A day after the August 2021 Patch Tuesday, Microsoft has released an out-of-band security advisory acknowledging the existence of yet another Print Spooler vulnerability (CVE-2021-36958).
Its discovery has been attributed to Victor Mata of FusionX, Accenture Security, who says he reported it in December 2020, but the flaw was also publicly disclosed mid-July 2021 by researcher Benjamin Delpy, along with a PoC.
Microsoft says that CVE-2021-36958 is a remote code execution vulnerability exists when the Windows Print Spooler service improperly performs privileged file operations.
“An attacker who successfully exploited this vulnerability could run arbitrary code with SYSTEM privileges.

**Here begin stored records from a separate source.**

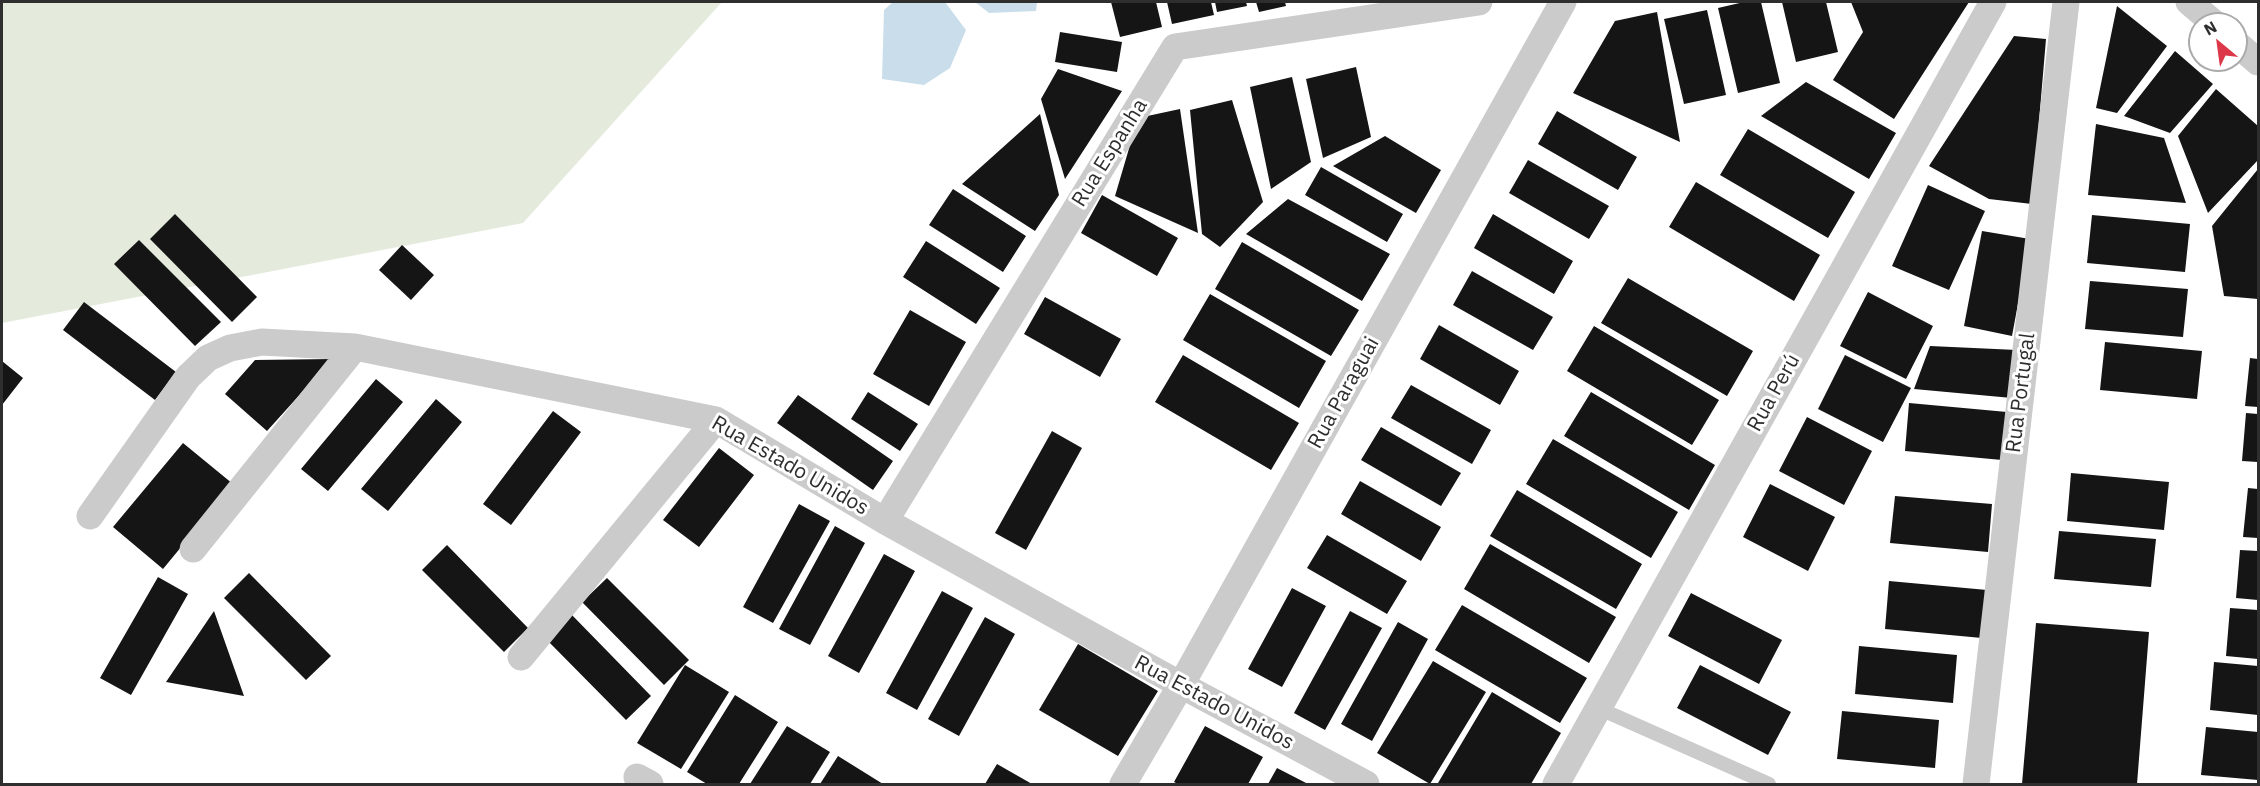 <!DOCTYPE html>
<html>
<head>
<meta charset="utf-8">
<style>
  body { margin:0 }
  #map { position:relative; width:2260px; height:786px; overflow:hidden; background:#fff; font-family:"IBM Plex Sans",sans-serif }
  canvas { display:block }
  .frame { position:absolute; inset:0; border:3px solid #2e2e2e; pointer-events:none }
  .north { position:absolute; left:2188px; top:12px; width:60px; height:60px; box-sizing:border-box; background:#fff; border:2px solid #ababab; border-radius:50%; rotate:331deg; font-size:16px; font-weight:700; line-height:24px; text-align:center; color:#2e2e2e }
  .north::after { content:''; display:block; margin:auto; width:21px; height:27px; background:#dd384a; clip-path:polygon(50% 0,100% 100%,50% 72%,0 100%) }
</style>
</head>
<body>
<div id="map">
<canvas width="2260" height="786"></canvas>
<div class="frame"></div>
<div class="north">N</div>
</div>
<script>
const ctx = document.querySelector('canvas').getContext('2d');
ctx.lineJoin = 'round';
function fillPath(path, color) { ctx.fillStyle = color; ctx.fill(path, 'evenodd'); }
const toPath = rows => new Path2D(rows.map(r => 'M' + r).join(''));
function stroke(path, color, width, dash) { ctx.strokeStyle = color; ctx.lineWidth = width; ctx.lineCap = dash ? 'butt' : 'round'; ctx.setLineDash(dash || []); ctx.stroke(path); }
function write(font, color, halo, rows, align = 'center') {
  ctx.font = font + ' "IBM Plex Sans",sans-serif'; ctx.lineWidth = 6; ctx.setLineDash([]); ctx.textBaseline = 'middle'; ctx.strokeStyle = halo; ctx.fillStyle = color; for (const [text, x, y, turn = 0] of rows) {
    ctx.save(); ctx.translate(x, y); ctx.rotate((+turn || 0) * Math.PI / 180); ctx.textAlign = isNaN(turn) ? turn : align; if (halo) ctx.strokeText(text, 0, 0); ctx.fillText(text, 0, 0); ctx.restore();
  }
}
fillPath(toPath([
  [2,2,722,2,523,223,2,323]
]), '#e4ebdc');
fillPath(toPath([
  [893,2,945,2,966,30,950,68,924,85,882,79,884,10],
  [975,2,1037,2,1036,11,989,13]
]), '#c9deea');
fillPath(toPath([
  [1111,2,1156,2,1162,27,1120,37],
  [1167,2,1211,2,1214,15,1172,24],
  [1215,2,1246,2,1247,6,1217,12],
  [1256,2,1285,2,1286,6,1259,12],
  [1744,2,1761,2,1780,83,1738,93,1718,8],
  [1782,2,1826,2,1838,52,1796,62],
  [1851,2,1969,2,1894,119,1833,80,1863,32],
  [2117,6,2167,46,2117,113,2096,108],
  [1707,10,1726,95,1684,104,1664,19],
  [1657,12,1680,142,1573,93,1615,21],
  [1060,32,1122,42,1117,72,1055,62],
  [2014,36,2046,39,2032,204,1989,199,1929,166],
  [2175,51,2213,84,2170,133,2124,116],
  [1356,67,1371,137,1323,158,1306,79],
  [1058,69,1122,91,1065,179,1041,99],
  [1292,77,1311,162,1271,189,1250,87],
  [1806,82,1896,133,1869,179,1761,116],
  [2216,89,2258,126,2258,160,2208,213,2178,136],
  [1232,100,1263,202,1220,247,1202,234,1190,110],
  [1180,109,1198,233,1115,196,1138,118],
  [1557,111,1637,157,1618,190,1538,144],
  [1040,114,1059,195,1035,231,962,184],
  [2096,124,2164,138,2186,203,2088,195],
  [1748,129,1855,192,1828,238,1720,175],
  [1385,136,1441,170,1416,213,1333,166],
  [1528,160,1609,206,1589,239,1509,193],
  [1321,167,1403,214,1387,242,1305,195],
  [2258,169,2258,299,2224,296,2212,226],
  [1696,182,1820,255,1794,301,1669,227],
  [1928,185,1985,211,1949,290,1892,266],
  [953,189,1026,236,1003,272,929,225],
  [1102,195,1178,238,1157,276,1081,233],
  [1288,199,1390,254,1362,301,1246,234],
  [175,214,257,297,232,322,150,239],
  [1493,214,1573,261,1554,294,1474,248],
  [2092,215,2190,224,2185,272,2087,263],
  [1982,231,2030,239,2012,336,1964,326],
  [139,240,221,322,195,346,114,264],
  [926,241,1000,288,976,324,903,277],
  [1242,242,1359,310,1331,356,1215,289],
  [402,245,434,275,411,300,379,270],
  [1472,271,1553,317,1533,350,1453,305],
  [1628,278,1753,351,1727,396,1601,323],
  [2090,281,2188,289,2183,337,2085,329],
  [1868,292,1933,326,1906,379,1840,346],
  [1210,294,1326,361,1299,408,1183,340],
  [1045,297,1121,339,1100,377,1024,334],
  [84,302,176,372,155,400,63,330],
  [910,310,966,342,929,406,873,374],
  [1439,325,1519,371,1500,405,1420,359],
  [1594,326,1719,400,1692,445,1567,371],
  [2105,342,2202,351,2197,399,2100,390],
  [1930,346,2017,350,2012,398,1914,389],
  [1183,355,1299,423,1271,470,1155,402],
  [1845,355,1911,388,1883,442,1818,409],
  [2250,358,2258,359,2258,407,2245,406],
  [332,359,267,431,225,394,255,360],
  [2,361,23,378,2,405],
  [376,379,403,402,328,491,301,469],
  [1411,385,1491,430,1472,464,1391,418],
  [868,392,918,424,900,451,851,419],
  [1591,392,1715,465,1689,510,1564,436],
  [798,395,893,461,873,490,777,423],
  [436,399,462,422,388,511,361,489],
  [1909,403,2007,412,2002,460,1905,451],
  [553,411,581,432,511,525,483,504],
  [2246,413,2258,414,2258,462,2242,461],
  [1807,417,1872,451,1844,505,1779,471],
  [1381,427,1461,473,1441,506,1361,460],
  [1052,431,1082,448,1026,550,995,533],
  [1553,439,1678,512,1651,558,1526,484],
  [183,443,233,484,163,569,113,527],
  [719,448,754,475,699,547,663,520],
  [2071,473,2169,482,2164,530,2067,521],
  [1360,481,1441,527,1421,561,1341,514],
  [1770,484,1835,517,1808,571,1743,537],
  [2248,488,2258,489,2258,538,2243,537],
  [1517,490,1642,564,1616,609,1490,536],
  [1895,496,1992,504,1988,552,1890,543],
  [799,504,830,521,773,623,743,607],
  [835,526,865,543,810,645,779,629],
  [2059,531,2156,539,2151,587,2054,579],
  [1327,535,1407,581,1387,614,1307,568],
  [1490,544,1616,617,1589,663,1464,589],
  [447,545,528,628,504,652,422,570],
  [2240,550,2258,551,2258,600,2236,598],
  [884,554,915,571,859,673,828,656],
  [249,573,331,656,306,680,224,598],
  [158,577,188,594,131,695,100,678],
  [607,578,689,660,664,685,582,602],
  [1889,581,1987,590,1982,638,1885,629],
  [1292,588,1326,606,1282,687,1248,669],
  [942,591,973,608,917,710,886,693],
  [1691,593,1782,640,1759,684,1668,636],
  [1462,605,1587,678,1560,723,1435,650],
  [2230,608,2258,610,2258,659,2226,656],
  [214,611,244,696,166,682],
  [1350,611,1382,628,1325,730,1294,713],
  [570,613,651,696,626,720,545,638],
  [985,617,1015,634,959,736,928,719],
  [1398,622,1428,639,1372,741,1341,724],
  [2036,623,2149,632,2137,784,2022,784],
  [1078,644,1158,691,1118,756,1039,710],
  [1859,646,1957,655,1953,703,1855,694],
  [1433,661,1486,692,1430,784,1377,753],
  [2214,662,2258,666,2258,715,2210,710],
  [685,665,729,692,681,769,637,743],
  [1700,665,1791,712,1768,755,1677,708],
  [1492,692,1561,733,1531,784,1441,784,1438,783],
  [735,695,778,722,739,784,707,784,687,772],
  [1842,711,1939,720,1935,768,1837,759],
  [787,726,830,752,810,784,750,784],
  [1205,726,1263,757,1248,784,1178,784,1174,782],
  [2206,727,2258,732,2258,780,2201,775],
  [838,756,883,784,820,784],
  [997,764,1032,784,985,784],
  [1277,768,1308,784,1268,784]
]), '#151515');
stroke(toPath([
  [1598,708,1769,784]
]), '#cbcbcb', 14);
stroke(toPath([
  [2189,2,2215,24],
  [2236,43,2258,62],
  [90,516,188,377,208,358,230,348,262,342,355,347,716,420,885,521,1181,685,1366,784],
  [885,521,1175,47,1479,2],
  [193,549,355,347],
  [521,657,716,420],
  [637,777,650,784],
  [1123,784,1181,685,1563,2],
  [1556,784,1993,2],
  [1976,784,2066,2]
]), '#cbcbcb', 27);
write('21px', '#2e2e2e', '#fff', [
  ["Rua Espanha",1110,153,-58],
  ["Rua Paraguai",1344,393,-61],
  ["Rua Perú",1774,393,-61],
  ["Rua Portugal",2021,393,-83],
  ["Rua Estado Unidos",790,466,30],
  ["Rua Estado Unidos",1214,703,28]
]);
</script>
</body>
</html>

An attacker could then install programs; view, change, or delete data; or create new accounts with full user rights.”
On the other hand, the assigned CVSS score (7.3 / 6.8) and the fact that the attack vector is defined as “local” don’t point to a remote code execution flaw. CERT/CC’s Will Dormann told Lawrence Abrams that Microsoft’s description of the flaw has been recycled, and that the flaw is actually a local privilege escalation vulnerability.
Also, user interaction is needed for the vulnerability to be exploited.
Fix not available
Despite knowing about the vulnerability for over eight months, Microsoft has yet to release a fix. The company has offered the following workaround for mitigate the risk of exploitation: stop and disable the Print Spooler service.
Dormann has provided more information about the flaw.
Abrams says that those that can’t disable the Print Spooler service because they need to use printers can allow their device to only install printers from authorized servers via the “Package Point and print – Approved servers” group policy.
“Using this group policy will provide the best protection against CVE-2021-36958 exploits but will not prevent threat actors from taking over an authorized print server with malicious drivers,” he said.
Print Spooler full of holes
The Print Spooler service is one of the oldest Windows components and its code is at least 20 years old that has begun to be increasingly scrutinized by researcher and attackers.